**EXERCISE**. Each entry below is to be copied verbatim, with no line missing.

[Data items]
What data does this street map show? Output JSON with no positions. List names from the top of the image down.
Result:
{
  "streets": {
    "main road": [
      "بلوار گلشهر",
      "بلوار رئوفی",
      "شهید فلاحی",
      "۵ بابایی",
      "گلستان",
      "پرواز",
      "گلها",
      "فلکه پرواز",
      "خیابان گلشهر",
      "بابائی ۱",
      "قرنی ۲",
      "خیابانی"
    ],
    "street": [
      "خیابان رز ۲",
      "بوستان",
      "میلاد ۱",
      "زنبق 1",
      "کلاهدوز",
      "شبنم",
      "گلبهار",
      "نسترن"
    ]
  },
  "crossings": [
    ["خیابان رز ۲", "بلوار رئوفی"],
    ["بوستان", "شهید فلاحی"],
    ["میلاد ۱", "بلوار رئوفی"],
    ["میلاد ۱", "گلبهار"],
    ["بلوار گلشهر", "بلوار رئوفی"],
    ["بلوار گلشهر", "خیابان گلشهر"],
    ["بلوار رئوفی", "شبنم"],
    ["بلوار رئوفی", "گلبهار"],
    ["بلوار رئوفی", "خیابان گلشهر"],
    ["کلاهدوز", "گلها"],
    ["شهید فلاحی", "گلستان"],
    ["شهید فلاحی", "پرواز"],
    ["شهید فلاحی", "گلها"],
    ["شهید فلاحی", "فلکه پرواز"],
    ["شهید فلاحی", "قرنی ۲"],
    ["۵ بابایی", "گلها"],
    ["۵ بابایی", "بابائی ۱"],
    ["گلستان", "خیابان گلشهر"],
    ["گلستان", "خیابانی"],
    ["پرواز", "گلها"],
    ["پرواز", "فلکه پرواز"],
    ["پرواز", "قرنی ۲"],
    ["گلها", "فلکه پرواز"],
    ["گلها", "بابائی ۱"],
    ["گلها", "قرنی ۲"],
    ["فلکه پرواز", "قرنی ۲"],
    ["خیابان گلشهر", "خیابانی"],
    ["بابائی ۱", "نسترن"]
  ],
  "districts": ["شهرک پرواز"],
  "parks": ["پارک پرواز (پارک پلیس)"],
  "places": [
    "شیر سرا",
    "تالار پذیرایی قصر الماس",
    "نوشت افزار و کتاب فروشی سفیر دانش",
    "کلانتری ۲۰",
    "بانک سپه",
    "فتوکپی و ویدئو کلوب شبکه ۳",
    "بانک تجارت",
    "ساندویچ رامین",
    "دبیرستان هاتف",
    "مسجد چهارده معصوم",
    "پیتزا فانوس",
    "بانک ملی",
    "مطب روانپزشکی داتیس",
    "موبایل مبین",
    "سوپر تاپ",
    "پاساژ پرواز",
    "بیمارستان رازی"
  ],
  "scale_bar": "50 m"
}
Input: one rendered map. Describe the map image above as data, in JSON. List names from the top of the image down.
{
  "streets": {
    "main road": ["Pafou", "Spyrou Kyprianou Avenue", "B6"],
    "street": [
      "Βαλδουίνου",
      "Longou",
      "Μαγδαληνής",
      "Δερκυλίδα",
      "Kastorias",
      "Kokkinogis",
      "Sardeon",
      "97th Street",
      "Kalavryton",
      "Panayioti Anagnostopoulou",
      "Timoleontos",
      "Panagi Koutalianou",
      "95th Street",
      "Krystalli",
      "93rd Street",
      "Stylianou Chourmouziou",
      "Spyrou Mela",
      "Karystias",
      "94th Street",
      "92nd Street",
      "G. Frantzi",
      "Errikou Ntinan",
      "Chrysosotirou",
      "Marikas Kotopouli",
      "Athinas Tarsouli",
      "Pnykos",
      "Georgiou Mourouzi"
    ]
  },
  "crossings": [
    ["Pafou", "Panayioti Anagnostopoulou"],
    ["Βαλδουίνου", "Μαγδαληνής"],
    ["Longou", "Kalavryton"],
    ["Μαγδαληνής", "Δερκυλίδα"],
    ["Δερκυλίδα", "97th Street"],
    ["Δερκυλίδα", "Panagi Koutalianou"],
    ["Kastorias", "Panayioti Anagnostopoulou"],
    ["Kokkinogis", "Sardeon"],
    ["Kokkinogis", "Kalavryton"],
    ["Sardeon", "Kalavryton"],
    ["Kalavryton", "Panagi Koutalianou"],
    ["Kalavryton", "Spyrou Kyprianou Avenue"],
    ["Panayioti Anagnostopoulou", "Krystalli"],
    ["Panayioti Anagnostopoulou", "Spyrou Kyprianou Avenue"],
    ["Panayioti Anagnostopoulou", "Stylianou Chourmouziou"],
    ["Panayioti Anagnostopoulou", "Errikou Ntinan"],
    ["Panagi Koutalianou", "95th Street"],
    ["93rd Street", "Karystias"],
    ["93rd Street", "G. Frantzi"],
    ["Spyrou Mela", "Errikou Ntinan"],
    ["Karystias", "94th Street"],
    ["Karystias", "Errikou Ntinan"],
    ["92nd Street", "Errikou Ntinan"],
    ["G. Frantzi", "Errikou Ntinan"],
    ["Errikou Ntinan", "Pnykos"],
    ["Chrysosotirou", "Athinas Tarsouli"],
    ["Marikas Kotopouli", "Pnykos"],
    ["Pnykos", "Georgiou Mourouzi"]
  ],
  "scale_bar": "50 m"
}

**YOUR RESPONSE**.
What data does this street map show? Output JSON with no positions. List names from the top of the image down.
Result:
{
  "streets": {
    "main road": [
      "بلوار گلشهر",
      "بلوار رئوفی",
      "شهید فلاحی",
      "۵ بابایی",
      "گلستان",
      "پرواز",
      "گلها",
      "فلکه پرواز",
      "خیابان گلشهر",
      "بابائی ۱",
      "قرنی ۲",
      "خیابانی"
    ],
    "street": [
      "خیابان رز ۲",
      "بوستان",
      "میلاد ۱",
      "زنبق 1",
      "کلاهدوز",
      "شبنم",
      "گلبهار",
      "نسترن"
    ]
  },
  "crossings": [
    ["خیابان رز ۲", "بلوار رئوفی"],
    ["بوستان", "شهید فلاحی"],
    ["میلاد ۱", "بلوار رئوفی"],
    ["میلاد ۱", "گلبهار"],
    ["بلوار گلشهر", "بلوار رئوفی"],
    ["بلوار گلشهر", "خیابان گلشهر"],
    ["بلوار رئوفی", "شبنم"],
    ["بلوار رئوفی", "گلبهار"],
    ["بلوار رئوفی", "خیابان گلشهر"],
    ["کلاهدوز", "گلها"],
    ["شهید فلاحی", "گلستان"],
    ["شهید فلاحی", "پرواز"],
    ["شهید فلاحی", "گلها"],
    ["شهید فلاحی", "فلکه پرواز"],
    ["شهید فلاحی", "قرنی ۲"],
    ["۵ بابایی", "گلها"],
    ["۵ بابایی", "بابائی ۱"],
    ["گلستان", "خیابان گلشهر"],
    ["گلستان", "خیابانی"],
    ["پرواز", "گلها"],
    ["پرواز", "فلکه پرواز"],
    ["پرواز", "قرنی ۲"],
    ["گلها", "فلکه پرواز"],
    ["گلها", "بابائی ۱"],
    ["گلها", "قرنی ۲"],
    ["فلکه پرواز", "قرنی ۲"],
    ["خیابان گلشهر", "خیابانی"],
    ["بابائی ۱", "نسترن"]
  ],
  "districts": ["شهرک پرواز"],
  "parks": ["پارک پرواز (پارک پلیس)"],
  "places": [
    "شیر سرا",
    "تالار پذیرایی قصر الماس",
    "نوشت افزار و کتاب فروشی سفیر دانش",
    "کلانتری ۲۰",
    "بانک سپه",
    "فتوکپی و ویدئو کلوب شبکه ۳",
    "بانک تجارت",
    "ساندویچ رامین",
    "دبیرستان هاتف",
    "مسجد چهارده معصوم",
    "پیتزا فانوس",
    "بانک ملی",
    "مطب روانپزشکی داتیس",
    "موبایل مبین",
    "سوپر تاپ",
    "پاساژ پرواز",
    "بیمارستان رازی"
  ],
  "scale_bar": "50 m"
}
Input: one rendered map. Describe the map image above as data, in JSON. List names from the top of the image down.
{
  "streets": {
    "main road": ["Pafou", "Spyrou Kyprianou Avenue", "B6"],
    "street": [
      "Βαλδουίνου",
      "Longou",
      "Μαγδαληνής",
      "Δερκυλίδα",
      "Kastorias",
      "Kokkinogis",
      "Sardeon",
      "97th Street",
      "Kalavryton",
      "Panayioti Anagnostopoulou",
      "Timoleontos",
      "Panagi Koutalianou",
      "95th Street",
      "Krystalli",
      "93rd Street",
      "Stylianou Chourmouziou",
      "Spyrou Mela",
      "Karystias",
      "94th Street",
      "92nd Street",
      "G. Frantzi",
      "Errikou Ntinan",
      "Chrysosotirou",
      "Marikas Kotopouli",
      "Athinas Tarsouli",
      "Pnykos",
      "Georgiou Mourouzi"
    ]
  },
  "crossings": [
    ["Pafou", "Panayioti Anagnostopoulou"],
    ["Βαλδουίνου", "Μαγδαληνής"],
    ["Longou", "Kalavryton"],
    ["Μαγδαληνής", "Δερκυλίδα"],
    ["Δερκυλίδα", "97th Street"],
    ["Δερκυλίδα", "Panagi Koutalianou"],
    ["Kastorias", "Panayioti Anagnostopoulou"],
    ["Kokkinogis", "Sardeon"],
    ["Kokkinogis", "Kalavryton"],
    ["Sardeon", "Kalavryton"],
    ["Kalavryton", "Panagi Koutalianou"],
    ["Kalavryton", "Spyrou Kyprianou Avenue"],
    ["Panayioti Anagnostopoulou", "Krystalli"],
    ["Panayioti Anagnostopoulou", "Spyrou Kyprianou Avenue"],
    ["Panayioti Anagnostopoulou", "Stylianou Chourmouziou"],
    ["Panayioti Anagnostopoulou", "Errikou Ntinan"],
    ["Panagi Koutalianou", "95th Street"],
    ["93rd Street", "Karystias"],
    ["93rd Street", "G. Frantzi"],
    ["Spyrou Mela", "Errikou Ntinan"],
    ["Karystias", "94th Street"],
    ["Karystias", "Errikou Ntinan"],
    ["92nd Street", "Errikou Ntinan"],
    ["G. Frantzi", "Errikou Ntinan"],
    ["Errikou Ntinan", "Pnykos"],
    ["Chrysosotirou", "Athinas Tarsouli"],
    ["Marikas Kotopouli", "Pnykos"],
    ["Pnykos", "Georgiou Mourouzi"]
  ],
  "scale_bar": "50 m"
}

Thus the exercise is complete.